» **Problem requirements**:
Exactly as written, set down the lines from the top of the entries through the line bearing "position:absolute; left:546px; top:903px;", with every picture left out.

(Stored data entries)
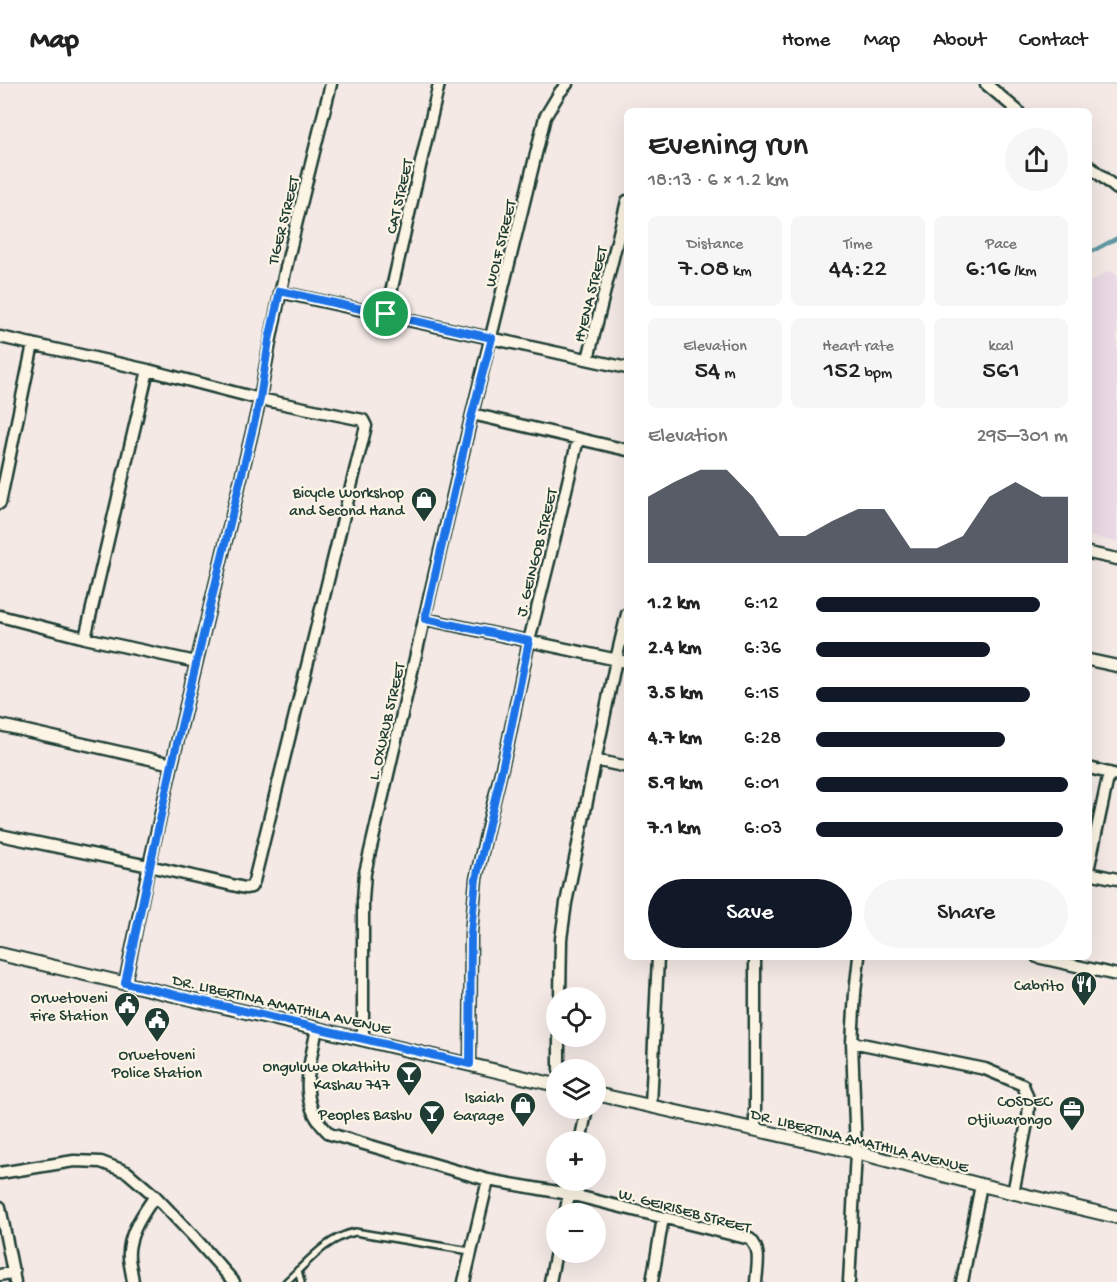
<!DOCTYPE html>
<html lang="en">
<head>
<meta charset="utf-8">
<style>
  body { margin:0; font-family:"Gochi Hand",sans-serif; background:#f6f6f6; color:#222; height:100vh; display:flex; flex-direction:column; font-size:22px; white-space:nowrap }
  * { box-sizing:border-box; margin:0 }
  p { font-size:20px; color:#767676 }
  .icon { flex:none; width:33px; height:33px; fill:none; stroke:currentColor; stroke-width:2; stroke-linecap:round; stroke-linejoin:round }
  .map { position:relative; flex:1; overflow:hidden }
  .drawer { position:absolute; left:624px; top:24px; width:468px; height:852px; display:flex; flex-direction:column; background:#fff; border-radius:9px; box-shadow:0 6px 24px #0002 }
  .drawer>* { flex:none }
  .buttons { position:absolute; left:546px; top:903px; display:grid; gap:12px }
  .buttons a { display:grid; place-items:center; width:60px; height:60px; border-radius:50%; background:#fff; box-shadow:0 6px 24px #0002; font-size:30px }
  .pin { position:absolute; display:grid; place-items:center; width:51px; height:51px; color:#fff; margin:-26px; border:3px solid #fff; border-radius:50%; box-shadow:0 2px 6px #0007 }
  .round { display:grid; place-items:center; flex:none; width:63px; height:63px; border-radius:32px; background:#f6f6f6 }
  .overview { display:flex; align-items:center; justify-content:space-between; height:102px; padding:0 24px }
  h1 { font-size:33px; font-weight:600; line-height:45px }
  .metrics { display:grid; grid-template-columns:repeat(3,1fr); gap:9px; height:102px; padding:6px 24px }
  .metrics div { display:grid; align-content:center; border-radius:9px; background:#f6f6f6; text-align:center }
  .metrics b { font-size:26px; font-weight:600 }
  .metrics small { font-size:16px; font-weight:400 }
  .metrics p { font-size:16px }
  .chart { height:168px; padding:12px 24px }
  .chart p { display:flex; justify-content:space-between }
  .chart svg { width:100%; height:108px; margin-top:6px; fill:#111827; opacity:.7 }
  .cta { display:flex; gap:12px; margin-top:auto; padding:12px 24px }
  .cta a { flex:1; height:69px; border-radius:36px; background:#111827; color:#fff; font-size:24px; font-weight:600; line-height:69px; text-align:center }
  .cta a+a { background:#f6f6f6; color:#222 }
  ul { padding:0 24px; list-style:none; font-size:20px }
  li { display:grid; grid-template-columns:96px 72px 1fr; align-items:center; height:45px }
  li i { height:15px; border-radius:8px; background:#111827 }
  header { display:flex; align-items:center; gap:36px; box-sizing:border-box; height:84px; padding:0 30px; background:#fff; border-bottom:2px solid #e0e0e0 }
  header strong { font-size:28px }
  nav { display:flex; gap:33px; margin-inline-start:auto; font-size:21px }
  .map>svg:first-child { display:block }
  .built { fill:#eadae5 }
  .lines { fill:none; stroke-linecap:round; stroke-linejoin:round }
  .stream { stroke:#6097a3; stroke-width:4 }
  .service-casing { stroke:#1f3d34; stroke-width:10 }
  .minor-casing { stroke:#1f3d34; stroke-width:15 }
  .tertiary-casing { stroke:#1f3d34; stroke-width:16 }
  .service { stroke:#fcf5e5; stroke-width:5 }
  .minor { stroke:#fcf5e5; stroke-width:10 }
  .tertiary { stroke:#fcf5e5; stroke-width:12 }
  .route-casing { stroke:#fff; stroke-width:12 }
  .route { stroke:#1a73e8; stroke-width:8 }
  .labels { text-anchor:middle; stroke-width:4.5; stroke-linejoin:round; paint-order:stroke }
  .street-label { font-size:16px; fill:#1f3d34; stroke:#fcf5e5 }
  .poi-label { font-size:16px; fill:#1f3d34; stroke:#fcf5e5; text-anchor:end }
</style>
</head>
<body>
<header>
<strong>Map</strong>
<nav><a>Home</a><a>Map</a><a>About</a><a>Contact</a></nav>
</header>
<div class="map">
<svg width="1117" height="1198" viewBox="0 0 1117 1198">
  <rect width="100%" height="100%" fill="#f4e9e5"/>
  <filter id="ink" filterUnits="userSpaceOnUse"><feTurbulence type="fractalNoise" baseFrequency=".0167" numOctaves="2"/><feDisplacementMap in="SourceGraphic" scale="12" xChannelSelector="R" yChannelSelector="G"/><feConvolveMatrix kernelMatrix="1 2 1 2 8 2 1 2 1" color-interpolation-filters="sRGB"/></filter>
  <g filter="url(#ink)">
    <path class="built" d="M1109,187L1117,190V458L1089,452V199Z"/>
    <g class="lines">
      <path class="stream" d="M1089,169L1117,154"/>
      <g class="service-casing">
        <path id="service" d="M298,1186L301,1198
          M286,1198C307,1179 326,1154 355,1148L470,1167"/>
      </g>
      <g class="minor-casing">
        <path id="minor" d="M986,0L1018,27
          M1089,82L1117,105
          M280,208L627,284
          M386,230L439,0
          M0,253L148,286L260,315L363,336L366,342L254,797L251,803L245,804L149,782L0,751
          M588,275L627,117
          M472,330L627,366
          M0,419L33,260
          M1089,469L1117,475
          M0,532L85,554L196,578
          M425,535L627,578
          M85,554L148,286
          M1089,576L1117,582
          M0,641L172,680
          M595,676L627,683
          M1089,684L1117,691
          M1089,782L1109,689
          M1089,789L1117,795
          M1037,873L1117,891
          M125,899L149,782L172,680L260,315C277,209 305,105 331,0
          M560,914L561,855L566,819L616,576L627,530
          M317,944C310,983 295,1019 330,1050L488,1096L569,1110L750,1155C762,1166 757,1183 756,1198
          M363,954V816L365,789L472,330L545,33L560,8L567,0
          M852,958L985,985L1023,1001L1029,1017L1028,1034L1013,1109
          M470,980L471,849L476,795L490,733L508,659L529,557L555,453L578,355
          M559,986V952
          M651,1022L658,873
          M755,1045V873
          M580,1058L587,1024
          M0,1089L74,1077L101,1078L127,1088L155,1112L195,1154L234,1198
          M0,1123L15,1198
          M565,1130L572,1096
          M0,1191L14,1188
          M133,1198C132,1190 130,1182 129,1174C127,1151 143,1130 155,1112
          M464,1198L488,1096
          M550,1198L556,1168
          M652,1198L663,1134
          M849,1198L856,1068L852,958L855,909L859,873
          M962,1198L981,1101"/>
      </g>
      <g class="tertiary-casing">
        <path id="tertiary" d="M0,870L556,1001
          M596,1010L856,1068L981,1101L1117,1133"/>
      </g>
      <use href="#service" class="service"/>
      <use href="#minor" class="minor"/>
      <use href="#tertiary" class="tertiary"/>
    </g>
  </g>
  <g class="lines" filter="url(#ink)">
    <g class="route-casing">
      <path id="route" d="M280,207L492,254L472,330L425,535L529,557L508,659L476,795L471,849L470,980L125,899L172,680L260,315L269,256Z"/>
    </g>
    <use href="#route" class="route"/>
  </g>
  <defs>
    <g id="shop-pin" transform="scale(1.35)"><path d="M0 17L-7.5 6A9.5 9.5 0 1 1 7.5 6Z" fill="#1f3d34" stroke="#fcf5e5"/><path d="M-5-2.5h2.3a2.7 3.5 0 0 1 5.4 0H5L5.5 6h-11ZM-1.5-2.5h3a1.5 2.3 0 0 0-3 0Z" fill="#fff"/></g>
    <g id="restaurant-pin" transform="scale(1.35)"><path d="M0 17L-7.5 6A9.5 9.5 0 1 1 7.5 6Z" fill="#1f3d34" stroke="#fcf5e5"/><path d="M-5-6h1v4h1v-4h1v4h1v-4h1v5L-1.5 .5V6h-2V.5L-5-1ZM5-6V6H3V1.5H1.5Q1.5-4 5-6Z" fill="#fff"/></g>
    <g id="civic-pin" transform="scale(1.35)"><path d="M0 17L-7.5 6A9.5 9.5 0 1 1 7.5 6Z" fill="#1f3d34" stroke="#fcf5e5"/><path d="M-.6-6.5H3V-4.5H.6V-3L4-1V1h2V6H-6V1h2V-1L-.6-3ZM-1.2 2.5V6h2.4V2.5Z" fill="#fff"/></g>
    <g id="bar-pin" transform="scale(1.35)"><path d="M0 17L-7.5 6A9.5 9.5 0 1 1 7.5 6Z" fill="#1f3d34" stroke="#fcf5e5"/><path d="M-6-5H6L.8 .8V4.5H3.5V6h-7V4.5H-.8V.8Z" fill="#fff"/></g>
    <g id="office-pin" transform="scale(1.35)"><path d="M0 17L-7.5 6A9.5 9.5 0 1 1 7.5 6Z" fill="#1f3d34" stroke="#fcf5e5"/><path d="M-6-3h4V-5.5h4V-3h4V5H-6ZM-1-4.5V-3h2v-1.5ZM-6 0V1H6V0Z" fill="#fff"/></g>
  </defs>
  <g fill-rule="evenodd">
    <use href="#shop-pin" x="424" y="416"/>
    <use href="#restaurant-pin" x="1084" y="900"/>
    <use href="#civic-pin" x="127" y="921"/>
    <use href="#civic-pin" x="157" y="936"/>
    <use href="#bar-pin" x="409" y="990"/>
    <use href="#shop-pin" x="523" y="1021"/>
    <use href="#office-pin" x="1072" y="1025"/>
    <use href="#bar-pin" x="432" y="1029"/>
  </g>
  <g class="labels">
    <g class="street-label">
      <text transform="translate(398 112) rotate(-77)" y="6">CAT STREET</text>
      <text transform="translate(282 136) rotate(-76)" y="6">TIGER STREET</text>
      <text transform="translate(499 159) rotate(-76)" y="6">WOLF STREET</text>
      <text transform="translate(589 210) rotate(-76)" y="6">HYENA STREET</text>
      <text transform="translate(535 468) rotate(-76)" y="6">J. GEINGOB STREET</text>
      <text transform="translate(385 637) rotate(-77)" y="6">L. OXURUB STREET</text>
      <text transform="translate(282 919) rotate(13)" y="6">DR. LIBERTINA AMATHILA AVENUE</text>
      <text transform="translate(860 1055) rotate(14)" y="6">DR. LIBERTINA AMATHILA AVENUE</text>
      <text transform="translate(685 1125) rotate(15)" y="6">W. GEIRISEB STREET</text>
    </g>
    <g class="poi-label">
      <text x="404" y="413">Bicycle Workshop<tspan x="404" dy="18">and Second Hand</tspan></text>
      <text x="1064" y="906">Cabrito</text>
      <text x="108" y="918">Orwetoveni<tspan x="108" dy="18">Fire Station</tspan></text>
      <text x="157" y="975" text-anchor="middle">Orwetoveni<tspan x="157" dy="18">Police Station</tspan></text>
      <text x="390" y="987">Onguluwe Okathitu<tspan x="390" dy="18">Kashau 747</tspan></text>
      <text x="504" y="1018">Isaiah<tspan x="504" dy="18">Garage</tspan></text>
      <text x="1052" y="1022">COSDEC<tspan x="1052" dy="18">Otjiwarongo</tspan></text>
      <text x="412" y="1035">Peoples Bashu</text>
    </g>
  </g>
</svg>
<div class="buttons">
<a><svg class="icon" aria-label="locate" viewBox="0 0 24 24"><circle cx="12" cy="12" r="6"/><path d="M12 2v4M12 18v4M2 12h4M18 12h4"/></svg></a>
<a><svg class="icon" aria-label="layers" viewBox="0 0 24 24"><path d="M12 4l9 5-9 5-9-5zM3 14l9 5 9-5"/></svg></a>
<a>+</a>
<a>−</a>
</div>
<div class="pin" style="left:386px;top:230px;background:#1e9e55"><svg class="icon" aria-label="arrive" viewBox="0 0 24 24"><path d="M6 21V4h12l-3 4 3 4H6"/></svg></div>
<section class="drawer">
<div class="overview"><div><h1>Evening run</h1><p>18:13 · 6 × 1.2 km</p></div><a class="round"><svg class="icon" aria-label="share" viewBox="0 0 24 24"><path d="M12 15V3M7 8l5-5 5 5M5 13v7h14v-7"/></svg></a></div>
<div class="metrics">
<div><p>Distance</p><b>7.08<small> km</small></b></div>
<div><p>Time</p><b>44:22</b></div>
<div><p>Pace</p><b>6:16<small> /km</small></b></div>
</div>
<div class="metrics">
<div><p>Elevation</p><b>54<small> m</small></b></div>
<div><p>Heart rate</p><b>152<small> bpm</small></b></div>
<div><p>kcal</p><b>561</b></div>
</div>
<div class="chart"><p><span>Elevation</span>295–301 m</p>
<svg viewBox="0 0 160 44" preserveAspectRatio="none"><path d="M0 44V17L10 11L20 6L30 6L40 17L50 33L60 33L70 27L80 22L90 22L100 38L110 38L120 33L130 17L140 11L150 17L160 17V44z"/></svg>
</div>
<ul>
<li><b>1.2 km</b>6:12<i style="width:89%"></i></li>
<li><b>2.4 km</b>6:36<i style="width:69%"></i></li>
<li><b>3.5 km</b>6:15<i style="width:85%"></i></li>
<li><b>4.7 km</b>6:28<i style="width:75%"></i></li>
<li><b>5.9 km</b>6:01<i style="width:100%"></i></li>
<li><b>7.1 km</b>6:03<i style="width:98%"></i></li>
</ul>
<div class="cta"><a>Save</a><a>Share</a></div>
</section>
</div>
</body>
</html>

» **Your response**:
<!DOCTYPE html>
<html lang="en">
<head>
<meta charset="utf-8">
<style>
  body { margin:0; font-family:"Gochi Hand",sans-serif; background:#f6f6f6; color:#222; height:100vh; display:flex; flex-direction:column; font-size:22px; white-space:nowrap }
  * { box-sizing:border-box; margin:0 }
  p { font-size:20px; color:#767676 }
  .icon { flex:none; width:33px; height:33px; fill:none; stroke:currentColor; stroke-width:2; stroke-linecap:round; stroke-linejoin:round }
  .map { position:relative; flex:1; overflow:hidden }
  .drawer { position:absolute; left:624px; top:24px; width:468px; height:852px; display:flex; flex-direction:column; background:#fff; border-radius:9px; box-shadow:0 6px 24px #0002 }
  .drawer>* { flex:none }
  .buttons { position:absolute; left:546px; top:903px; display:grid; gap:12px }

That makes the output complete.